El municipio de Ginebra
se ha hecho célebre gracias al Festival de Música Andina Colombiana
Mono Núñez. Lo que pocos saben
es que detrás de los escenarios, este pueblo lucha por preservar el
bello y paciente arte de la lutería. Acordes de una tradición.
Por
Lucy Lorena Libreros
Foto: Bernardo Peña
Lo
primero que se apura a decir don Arbey Bastidas, mientras pasa una y
otra vez una lija sobre una guitarra en ciernes, es que ya ha perdido
la cuenta de cuántos instrumentos de cuerda ha fabricado en su vida.
Han de ser muchísimos, en todo caso. ¿Vale la pena decir miles? No
lo cuentan sus palabras; esta tarde las que hablan son sus manos: son
callosas, de dedos cuarteados y de uñas poco pulidas. Uno imagina
que don Arbey se asoma a esas manos y se siente feliz y justificado;
están así porque sencillamente gracias a ellas sobrevive un oficio
bello, paciente y antiguo: la lutería.
A
esto, a fabricar instrumentos, se ha dedicado don Arbey en los
últimos 45 años. No sabe hacer otra cosa. Lo dice, pule de nuevo la futura guitarra, y enseguida se le escucha una enumeración orgullosa: ha
construido charangos, tiples, bandolas, cuatros y violines; ha
reparado violas y también se le ha medido a hacer sonar arpas
llaneras, mandolinas y hasta guitarrones y vihuelas mexicanas, el
alma de las canciones de los mariachis.
El
oficio lo aprendió de su padre, don Lizardo, un artesano nariñense.

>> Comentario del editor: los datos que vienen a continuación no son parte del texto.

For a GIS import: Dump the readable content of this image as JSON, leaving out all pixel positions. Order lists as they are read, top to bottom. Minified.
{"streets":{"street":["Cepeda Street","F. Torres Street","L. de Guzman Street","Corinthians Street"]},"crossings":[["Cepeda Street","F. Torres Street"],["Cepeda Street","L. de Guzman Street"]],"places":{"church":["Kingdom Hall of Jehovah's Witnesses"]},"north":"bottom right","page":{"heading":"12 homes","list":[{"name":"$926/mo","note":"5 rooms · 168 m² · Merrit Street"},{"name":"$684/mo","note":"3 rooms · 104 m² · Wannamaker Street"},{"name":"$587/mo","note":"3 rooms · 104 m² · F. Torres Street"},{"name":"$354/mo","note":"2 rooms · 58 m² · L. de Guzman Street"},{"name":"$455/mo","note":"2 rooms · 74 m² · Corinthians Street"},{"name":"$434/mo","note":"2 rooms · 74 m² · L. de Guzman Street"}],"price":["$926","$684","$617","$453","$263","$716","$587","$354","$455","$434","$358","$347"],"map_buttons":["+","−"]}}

Y éste, a su vez, del abuelo de Arbey, Hipólito, un ecuatoriano que
hace casi un siglo se dio a la tarea de beber con tozudez y buena
entraña de la soberbia tradición que ese país tiene en la
construcción de los instrumentos propios de la música andina.
De
ambos, pues, aprendió don Arbey. También Hernán, Tobías y
Orlando, sus hermanos. Todos nacieron en Sevilla, al norte del Valle,
a donde llegó Lázaro, ocho décadas atrás, en busca de días
mejores.
Allá
los Bastidas tienen fama merecida. Y allá vive además Giovanny, su
hijo, otro Bastidas consagrado en el arte de convertir maderas nobles
en guitarras. Representa la cuarta generación de una familia de
sabios artesanos. Don Arbey piensa en eso y aventura una corta
profecía: “Yo creo que ya le pasó lo mismo que a mí: desde que
hizo su primer instrumento, intuyó que era a eso a lo que se quería
dedicar en la vida”.
Los
recuerdos van saliendo en un cuarto amplio y ordenado con un olor
profundo a madera. Está en el segundo piso de la casona donde tiene
su sede la Fundación Canto por la Vida, que en realidad es una
escuela creada en Ginebra, en pleno centro del Departamento, para la
formación de nuevas generaciones de músicos que ayuden a mantener a
salvo la tradición del Festival de Música Andina Colombiana Mono
Núñez, que este año completa su versión número 39.
Ese
cuarto en el que hablan don Arbey y sus manos es donde funciona el
taller de lutería de la escuela, ubicada a pocos pasos de la galería
del pueblo. Y de este taller, cada tres meses, salen —dispuestos a
hacer sonar alegres bambucos, torbellinos y pasillos— unos 120
instrumentos de cuerda, entre guitarras, bandolas, tiples, requintos
y guitarrillos.
Todos,
en corto tiempo, terminan sonando en escuelas de música y festivales
de toda Colombia. Pronto comprendes entonces que Ginebra —este
pueblo del Valle que se ha hecho célebre por los sabores ancestrales
de su buena mesa— cultiva de alguna forma un sentido generoso de la
música: aquí no solo se rasgan las cuerdas de las guitarras y las
bandolas, instrumento insigne del municipio, durante los cinco días
del Mono Núñez. Aquí, o mejor, desde aquí, Ginebra se las ingenia
para que los instrumentos de cuerda que confecciona suenen dichosos
en todo el país.
Algunos
viajan más lejos: los ‘made in’ Ginebra ya tienen fama en
España, Francia, Argentina y Estados Unidos. Los aplausos, casi
siempre, se los lleva el guitarrillo, una pequeña guitarra de solo
cuatro cuerdas, diseñada en la propia escuela, desde que fuera
creada, con el fin de hacer más fácil la enseñanza de la música
de cuerda en niños menores de 10 años.
“Son
guitarras de menor tamaño pensadas para unas manitos de cinco años”,
explica Rodrigo Duque, también lutier y también maestro de ‘Canto
por la vida’.
Justo
ahora se ven por todo el taller en plena construcción unos 30.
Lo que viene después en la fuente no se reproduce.